[Opening Listed entries section]
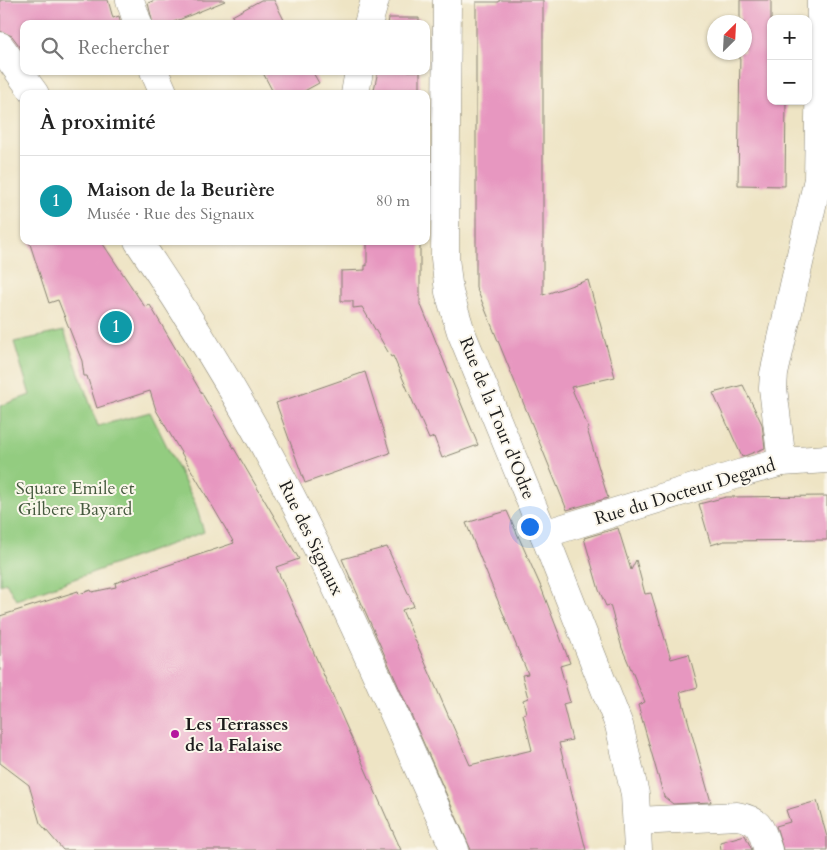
<!DOCTYPE html>
<html lang="fr">
<meta charset="utf-8">
<style>
body{margin:0;font-family:Cardo,serif;background:#f6f6f6;color:#222}
.controls{position:absolute;right:15px;top:15px;display:grid;overflow:hidden;border-radius:10px;box-shadow:0 1px 4px #0004}
.controls button{width:45px;height:45px;display:grid;place-items:center;padding:0;border:0;border-bottom:1px solid #e0e0e0;background:#fff;color:#222;font:25px sans-serif}
.compass{position:absolute;left:707px;top:15px;width:45px;height:45px;border-radius:50%;background:#fff;box-shadow:0 1px 4px #0004;rotate:24deg}
.you{position:absolute;left:529px;top:526px;width:18px;height:18px;margin:-12px;border:4px solid #fff;border-radius:50%;background:#1a73e8;box-shadow:0 0 0 8px #1a73e833}
.badge{display:grid;place-items:center;width:32px;height:32px;border-radius:50%;background:#d93025;color:#fff;font-size:16px;font-weight:700}
.pin{position:absolute;translate:-50% -50%;border:2px solid #fff;box-shadow:0 1px 5px #0006}
.list{margin:0;padding:0;list-style:none}
h2{display:flex;justify-content:space-between;align-items:center;height:65px;margin:0;padding:0 20px;font-size:21px}
h2 small{font-size:16px;font-weight:400;color:#767676}
.list li{display:grid;grid-template-columns:32px 1fr auto;gap:15px;align-items:center;box-sizing:border-box;height:90px;padding:0 20px;border-top:1px solid #e0e0e0}
.list b{display:block;font-size:19px;white-space:nowrap}
.list p{margin:0;font-size:16px;white-space:nowrap;color:#767676}
.list em{font-size:16px;font-style:normal;color:#767676}
.icon{flex:none;width:28px;height:28px;fill:none;stroke:currentColor;stroke-width:2;stroke-linecap:round;stroke-linejoin:round}
.map{position:relative;flex:none;width:827px;height:850px;overflow:hidden}
.search{position:absolute;background:#fff;box-shadow:0 1px 4px #0004;left:20px;top:20px;width:410px;height:55px;display:flex;align-items:center;gap:12px;box-sizing:border-box;padding:0 18px;border-radius:10px;color:#767676;font-size:19px}
.panel{position:absolute;background:#fff;box-shadow:0 1px 4px #0004;left:20px;top:90px;width:410px;height:155px;border-radius:10px}
.map>svg:first-child{display:block}
.green{fill:#93cc80;stroke:#58744e}
.building{fill:#e797c0}
.lines{fill:none;stroke-linecap:round;stroke-linejoin:round}
.minor-casing{stroke:#858070;stroke-width:29}
.minor{stroke:#fff;stroke-width:28}
.poi-dot{fill:#b5179e;stroke:#fbf7ec;stroke-width:2}
.labels{text-anchor:middle;dominant-baseline:central;stroke-width:4;stroke-linejoin:round;paint-order:stroke}
.street-label{font-size:18px;fill:#1c1c1c;stroke:#fbf7ec}
.park-label{font-size:18px;fill:#465a3f;stroke:#fbf7ec}
.poi-label{font-size:18px;font-weight:bold;fill:#1c1c1c;stroke:#fbf7ec;text-anchor:start}
</style>
<div class="map">
<svg width="827" height="850" viewBox="0 0 827 850">
<rect width="100%" height="100%" fill="#fbf7ec"/>
<filter id="ink" filterUnits="userSpaceOnUse"><feTurbulence type="fractalNoise" baseFrequency=".02" numOctaves="2"/><feDisplacementMap in="SourceGraphic" scale="10" xChannelSelector="R" yChannelSelector="G"/><feConvolveMatrix kernelMatrix="1 2 1 2 8 2 1 2 1" color-interpolation-filters="sRGB"/></filter>
<filter id="wash" filterUnits="userSpaceOnUse"><feTurbulence type="fractalNoise" baseFrequency=".0096" numOctaves="4" result="noise"/><feDisplacementMap in="SourceGraphic" scale="20" xChannelSelector="R" yChannelSelector="G"/><feGaussianBlur stdDeviation="1.12" result="paint"/><feColorMatrix in="noise" values="0 0 0 0 0 0 0 0 0 0 0 0 0 0 0 0 0 1.4 0 .05"/><feComposite in="paint" operator="in"/></filter>
<g filter="url(#wash)">
<rect width="100%" height="100%" fill="#eee4c4"/>
<polygon class="green" points="64,331 98,426 150,412 195,503 204,532 16,600 6,582 0,585 0,406 30,395 14,342"/>
<g id="blocks">
<g class="building">
<polygon points="0,0 108,0 113,18 119,16 121,24 24,24 24,52 12,36 0,31"/>
<polygon points="155,0 225,0 225,1 169,24 153,24 148,3"/>
<polygon points="261,0 274,0 286,24 236,24 232,16"/>
<polygon points="499,0 543,0 543,295 588,280 615,377 571,387 589,429 587,429 608,498 567,510 476,287 476,2 499,2"/>
<polygon points="740,0 771,0 771,101 786,101 785,186 738,185 740,52 744,52 744,22 740,22"/>
<polygon points="389,18 419,18 419,24 388,24"/>
<polygon points="262,71 312,71 319,83 299,94 274,94"/>
<polygon points="378,71 420,71 420,94 373,94"/>
<polygon points="29,241 101,241 145,307 150,305 299,559 276,567 401,850 63,850 40,823 29,785 0,763 0,616 78,591 79,594 91,590 92,592 116,587 115,583 234,543 156,410 150,391 97,408 87,376 84,376 82,361 58,300 49,303"/>
<polygon points="367,241 420,241 420,306 421,305 428,322 478,445 442,458 434,437 429,439 393,356 391,357 362,307 353,308 353,301 341,301 341,271 365,270 365,265 367,266"/>
<polygon points="365,372 390,453 305,483 276,403"/>
<polygon points="743,385 762,424 765,448 742,457 713,393"/>
<polygon points="827,496 827,540 724,541 711,545 699,504 726,497"/>
<polygon points="507,511 541,587 570,663 560,666 570,702 563,704 572,740 559,743 586,850 471,850 342,559 387,547 414,606 402,610 470,765 532,750 523,714 526,713 523,700 528,698 522,675 528,674 466,523"/>
<polygon points="618,528 631,570 636,560 645,594 651,593 671,659 689,654 698,687 680,692 711,802 673,804 664,797 638,705 645,702 622,648 610,605 606,606 599,590 584,538"/>
<polygon points="817,801 827,837 827,850 783,850 776,826 790,822 786,810"/>
<polygon points="745,835 752,850 721,850 720,842"/>
</g>
</g>
</g>
<g filter="url(#ink)">
<use href="#blocks" fill-opacity="0" stroke="#858070" stroke-width="1"/>
<g class="lines">
<defs>
<g id="minor">
<polyline points="130,0 138,24"/>
<polyline points="447,0 445,258 449,292 461,332 544,534 619,725 635,794 638,850"/>
<polyline points="368,24 375,0"/>
<polyline points="0,46 35,94"/>
<polyline points="154,71 164,94"/>
<polyline points="355,94 359,71"/>
<path d="M138,241C193,322 245,407 290,494C350,610 401,731 455,850"/>
<polyline points="782,462 773,388 774,374 818,179 821,0"/>
<polyline points="544,534 742,473 782,462 827,459"/>
<path d="M638,821L737,816C761,820 761,829 768,850"/>
</g>
</defs>
<use href="#minor" class="minor-casing"/>
<use href="#minor" class="minor"/>
</g>
</g>
<circle class="poi-dot" cx="175" cy="734" r="5"/>
<g class="labels">
<g class="street-label">
<text transform="translate(497 418) rotate(68)">Rue de la Tour d'Odre</text>
<text transform="translate(685 492) rotate(-17)">Rue du Docteur Degand</text>
<text transform="translate(311 538) rotate(64)">Rue des Signaux</text>
</g>
<g class="park-label">
<text x="75" y="488">Square Emile et<tspan x="75" dy="21">Gilbere Bayard</tspan></text>
</g>
<g class="poi-label">
<text x="185" y="724">Les Terrasses<tspan x="185" dy="21">de la Falaise</tspan></text>
</g>
</g>
</svg>
<div class="controls">
<button>+</button>
<button>−</button>
</div>
<svg class="compass" viewBox="-18 -18 36 36"><path d="M0-13l5 13h-10z" fill="#e53935"/><path d="M0 13l5-13h-10z" fill="#767676"/></svg>
<div class="you"></div>
<div class="pin badge" style="left:116px;top:327px;background:#0f9aa8">1</div>
<div class="search"><svg class="icon" aria-label="search" viewBox="0 0 24 24"><circle cx="10" cy="10" r="6"/><path d="M15 15l6 6"/></svg>Rechercher</div>
<section class="panel">
<h2>À proximité<small></small></h2>
<ul class="list">
<li><span class="badge" style="background:#0f9aa8">1</span><div><b>Maison de la Beurière</b><p>Musée · Rue des Signaux</p></div><em>80 m</em></li>
</ul>
</section>
</div>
[Closing Listed entries section]
=== Work item ===
Looking at the records above, tally the lines holding "green" and reply with that number only.

=== The completed task ===
2